__TASK INSTRUCTIONS__:
Across all entries below, how many lines include "small"? Answer with the number alone.

--- RAW DATA ---

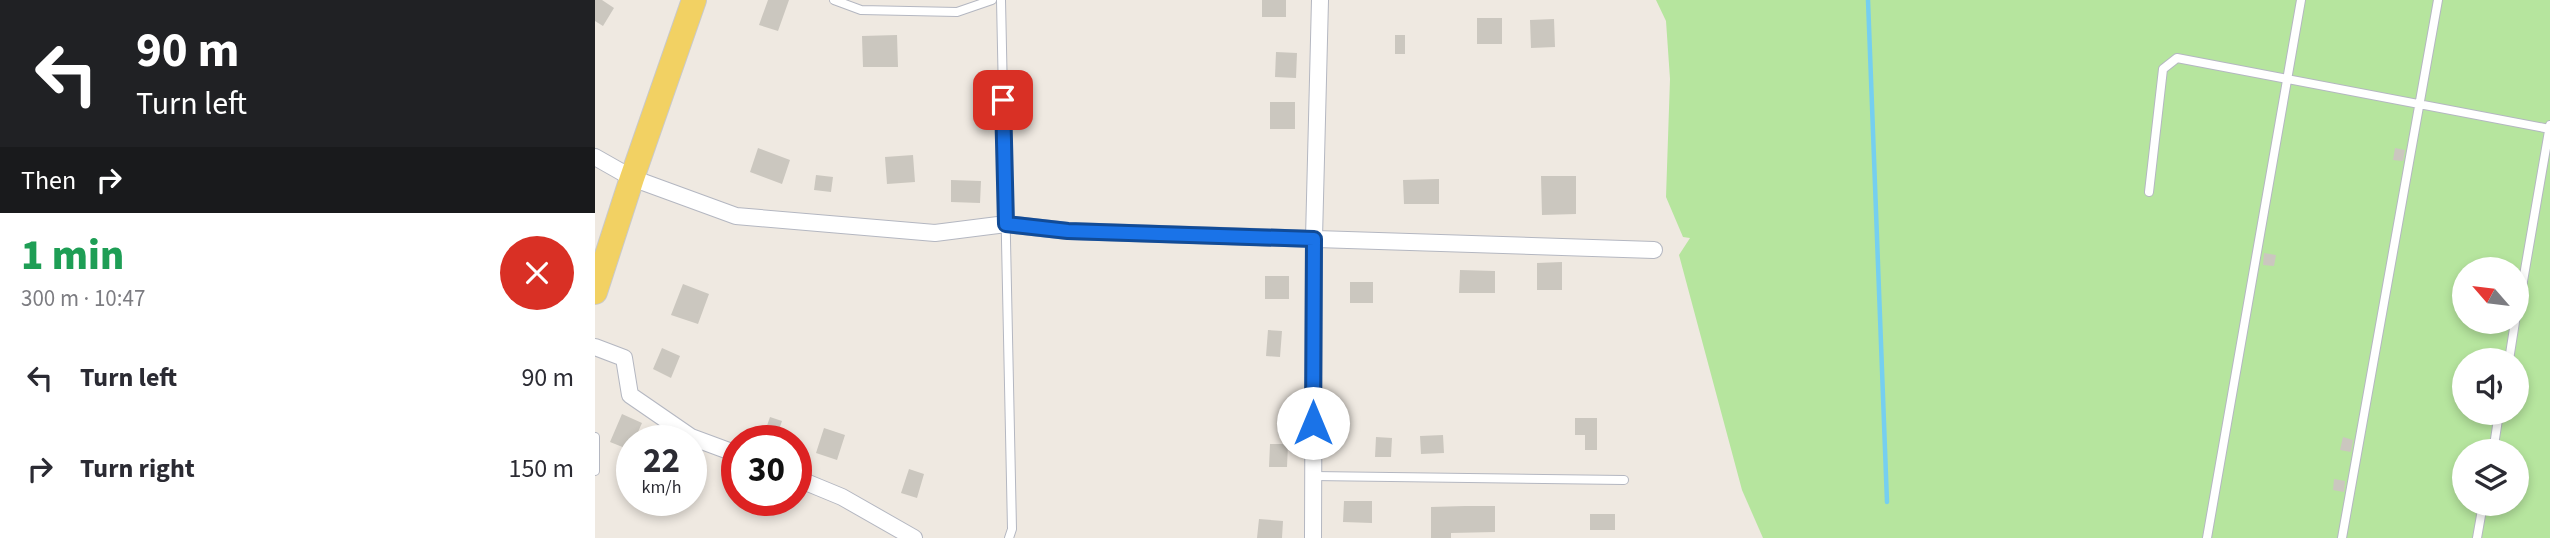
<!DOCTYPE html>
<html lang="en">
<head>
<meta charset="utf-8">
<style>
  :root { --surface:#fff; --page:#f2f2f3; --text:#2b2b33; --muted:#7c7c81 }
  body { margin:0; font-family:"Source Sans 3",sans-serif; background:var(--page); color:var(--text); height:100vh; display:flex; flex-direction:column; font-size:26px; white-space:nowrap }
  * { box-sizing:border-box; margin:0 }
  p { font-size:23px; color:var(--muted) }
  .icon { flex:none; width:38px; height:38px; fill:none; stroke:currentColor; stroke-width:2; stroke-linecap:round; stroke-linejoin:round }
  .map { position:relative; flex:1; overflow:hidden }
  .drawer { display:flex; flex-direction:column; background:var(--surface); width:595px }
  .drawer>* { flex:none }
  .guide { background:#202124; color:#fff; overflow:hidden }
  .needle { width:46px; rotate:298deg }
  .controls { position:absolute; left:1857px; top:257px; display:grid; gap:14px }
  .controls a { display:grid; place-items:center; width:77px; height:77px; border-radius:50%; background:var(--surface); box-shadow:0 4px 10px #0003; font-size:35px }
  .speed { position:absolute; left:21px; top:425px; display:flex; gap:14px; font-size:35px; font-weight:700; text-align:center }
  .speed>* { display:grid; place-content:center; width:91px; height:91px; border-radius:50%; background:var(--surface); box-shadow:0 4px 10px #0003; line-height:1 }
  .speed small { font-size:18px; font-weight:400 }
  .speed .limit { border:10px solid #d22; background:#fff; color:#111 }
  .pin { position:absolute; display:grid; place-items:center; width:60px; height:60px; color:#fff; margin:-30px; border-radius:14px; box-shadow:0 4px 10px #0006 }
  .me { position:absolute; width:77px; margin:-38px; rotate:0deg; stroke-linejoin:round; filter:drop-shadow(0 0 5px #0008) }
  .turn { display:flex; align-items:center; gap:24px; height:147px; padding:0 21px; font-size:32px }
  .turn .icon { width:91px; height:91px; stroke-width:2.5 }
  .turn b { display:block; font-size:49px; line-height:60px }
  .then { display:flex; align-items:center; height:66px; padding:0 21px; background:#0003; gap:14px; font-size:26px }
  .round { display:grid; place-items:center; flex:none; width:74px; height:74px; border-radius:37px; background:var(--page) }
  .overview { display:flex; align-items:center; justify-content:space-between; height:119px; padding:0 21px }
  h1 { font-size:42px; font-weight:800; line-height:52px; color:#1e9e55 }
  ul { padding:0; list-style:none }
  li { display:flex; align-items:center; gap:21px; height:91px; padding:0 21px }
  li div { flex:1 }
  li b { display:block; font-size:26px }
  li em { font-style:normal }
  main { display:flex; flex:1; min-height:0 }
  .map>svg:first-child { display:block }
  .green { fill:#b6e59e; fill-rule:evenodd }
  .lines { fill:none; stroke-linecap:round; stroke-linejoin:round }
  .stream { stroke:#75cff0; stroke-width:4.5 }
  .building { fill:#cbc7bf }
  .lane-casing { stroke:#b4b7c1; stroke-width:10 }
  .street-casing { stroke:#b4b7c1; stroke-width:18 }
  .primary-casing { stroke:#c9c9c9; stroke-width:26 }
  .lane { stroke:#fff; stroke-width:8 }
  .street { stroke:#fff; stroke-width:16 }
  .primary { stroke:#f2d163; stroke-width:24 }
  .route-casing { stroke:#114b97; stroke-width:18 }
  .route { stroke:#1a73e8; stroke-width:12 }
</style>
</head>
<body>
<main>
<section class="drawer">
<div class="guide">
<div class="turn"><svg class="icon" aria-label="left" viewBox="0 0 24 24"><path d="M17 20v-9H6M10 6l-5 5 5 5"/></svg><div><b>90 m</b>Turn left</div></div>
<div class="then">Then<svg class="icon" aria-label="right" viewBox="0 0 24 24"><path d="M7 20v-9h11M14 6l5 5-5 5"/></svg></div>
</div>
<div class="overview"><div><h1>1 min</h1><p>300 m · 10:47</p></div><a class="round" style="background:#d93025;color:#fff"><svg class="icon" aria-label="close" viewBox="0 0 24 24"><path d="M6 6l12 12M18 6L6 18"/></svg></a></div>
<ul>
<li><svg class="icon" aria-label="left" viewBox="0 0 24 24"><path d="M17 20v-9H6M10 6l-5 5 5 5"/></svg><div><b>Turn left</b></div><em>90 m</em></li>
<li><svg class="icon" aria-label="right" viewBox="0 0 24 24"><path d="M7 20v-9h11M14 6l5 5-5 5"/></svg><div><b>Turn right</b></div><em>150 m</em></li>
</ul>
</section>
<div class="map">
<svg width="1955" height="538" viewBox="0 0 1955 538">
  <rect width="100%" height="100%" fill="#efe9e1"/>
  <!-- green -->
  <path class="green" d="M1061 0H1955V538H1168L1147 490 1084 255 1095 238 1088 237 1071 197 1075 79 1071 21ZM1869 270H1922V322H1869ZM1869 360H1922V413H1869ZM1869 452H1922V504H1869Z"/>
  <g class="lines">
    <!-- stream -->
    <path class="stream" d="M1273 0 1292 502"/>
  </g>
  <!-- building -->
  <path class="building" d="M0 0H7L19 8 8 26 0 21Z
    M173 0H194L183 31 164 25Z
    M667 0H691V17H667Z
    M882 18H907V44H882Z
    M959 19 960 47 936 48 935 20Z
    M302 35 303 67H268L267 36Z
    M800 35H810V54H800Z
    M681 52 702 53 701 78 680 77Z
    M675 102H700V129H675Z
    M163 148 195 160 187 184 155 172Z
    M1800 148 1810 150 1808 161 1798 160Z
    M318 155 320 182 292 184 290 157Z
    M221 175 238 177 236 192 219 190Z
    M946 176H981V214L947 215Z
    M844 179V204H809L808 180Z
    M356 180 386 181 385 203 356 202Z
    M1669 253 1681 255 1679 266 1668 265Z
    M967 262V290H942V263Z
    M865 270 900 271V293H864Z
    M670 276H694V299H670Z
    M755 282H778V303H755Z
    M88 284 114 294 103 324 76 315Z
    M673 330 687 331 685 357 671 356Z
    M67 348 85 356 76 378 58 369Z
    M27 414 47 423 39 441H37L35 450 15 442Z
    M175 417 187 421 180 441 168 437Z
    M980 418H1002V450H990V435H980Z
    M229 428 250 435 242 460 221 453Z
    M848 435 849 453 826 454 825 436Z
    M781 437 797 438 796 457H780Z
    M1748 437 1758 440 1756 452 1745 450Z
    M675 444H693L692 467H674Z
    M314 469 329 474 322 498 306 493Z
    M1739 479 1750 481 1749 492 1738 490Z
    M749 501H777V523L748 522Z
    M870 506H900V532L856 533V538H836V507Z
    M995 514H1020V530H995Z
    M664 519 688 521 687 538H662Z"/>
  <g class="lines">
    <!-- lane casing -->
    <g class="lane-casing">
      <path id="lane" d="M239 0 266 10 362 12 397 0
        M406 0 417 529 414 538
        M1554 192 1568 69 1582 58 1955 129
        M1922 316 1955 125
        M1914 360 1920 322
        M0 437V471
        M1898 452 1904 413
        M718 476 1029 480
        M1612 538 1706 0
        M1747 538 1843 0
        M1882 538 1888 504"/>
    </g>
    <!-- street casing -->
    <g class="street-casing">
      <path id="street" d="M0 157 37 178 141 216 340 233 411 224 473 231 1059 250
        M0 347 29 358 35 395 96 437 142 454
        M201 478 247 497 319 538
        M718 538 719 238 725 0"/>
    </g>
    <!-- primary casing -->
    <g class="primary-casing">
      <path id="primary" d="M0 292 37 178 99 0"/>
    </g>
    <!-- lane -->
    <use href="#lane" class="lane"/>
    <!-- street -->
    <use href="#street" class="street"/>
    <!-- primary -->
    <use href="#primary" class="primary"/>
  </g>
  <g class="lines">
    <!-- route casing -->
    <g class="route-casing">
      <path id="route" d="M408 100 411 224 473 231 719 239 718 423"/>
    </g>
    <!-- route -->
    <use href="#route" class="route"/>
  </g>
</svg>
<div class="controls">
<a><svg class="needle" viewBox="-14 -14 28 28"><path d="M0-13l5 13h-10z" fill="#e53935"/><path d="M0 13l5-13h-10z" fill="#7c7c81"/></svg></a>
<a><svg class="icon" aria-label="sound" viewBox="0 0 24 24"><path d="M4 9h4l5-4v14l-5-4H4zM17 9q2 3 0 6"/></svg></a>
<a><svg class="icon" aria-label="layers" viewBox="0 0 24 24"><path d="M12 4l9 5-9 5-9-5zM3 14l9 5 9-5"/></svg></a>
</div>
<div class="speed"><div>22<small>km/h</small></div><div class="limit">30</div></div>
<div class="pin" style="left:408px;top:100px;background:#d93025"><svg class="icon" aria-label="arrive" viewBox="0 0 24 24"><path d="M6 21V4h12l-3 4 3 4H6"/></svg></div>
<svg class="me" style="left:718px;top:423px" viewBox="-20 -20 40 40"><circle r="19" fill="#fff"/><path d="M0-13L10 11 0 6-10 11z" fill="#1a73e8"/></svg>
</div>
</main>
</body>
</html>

---

__SOLUTION__:
2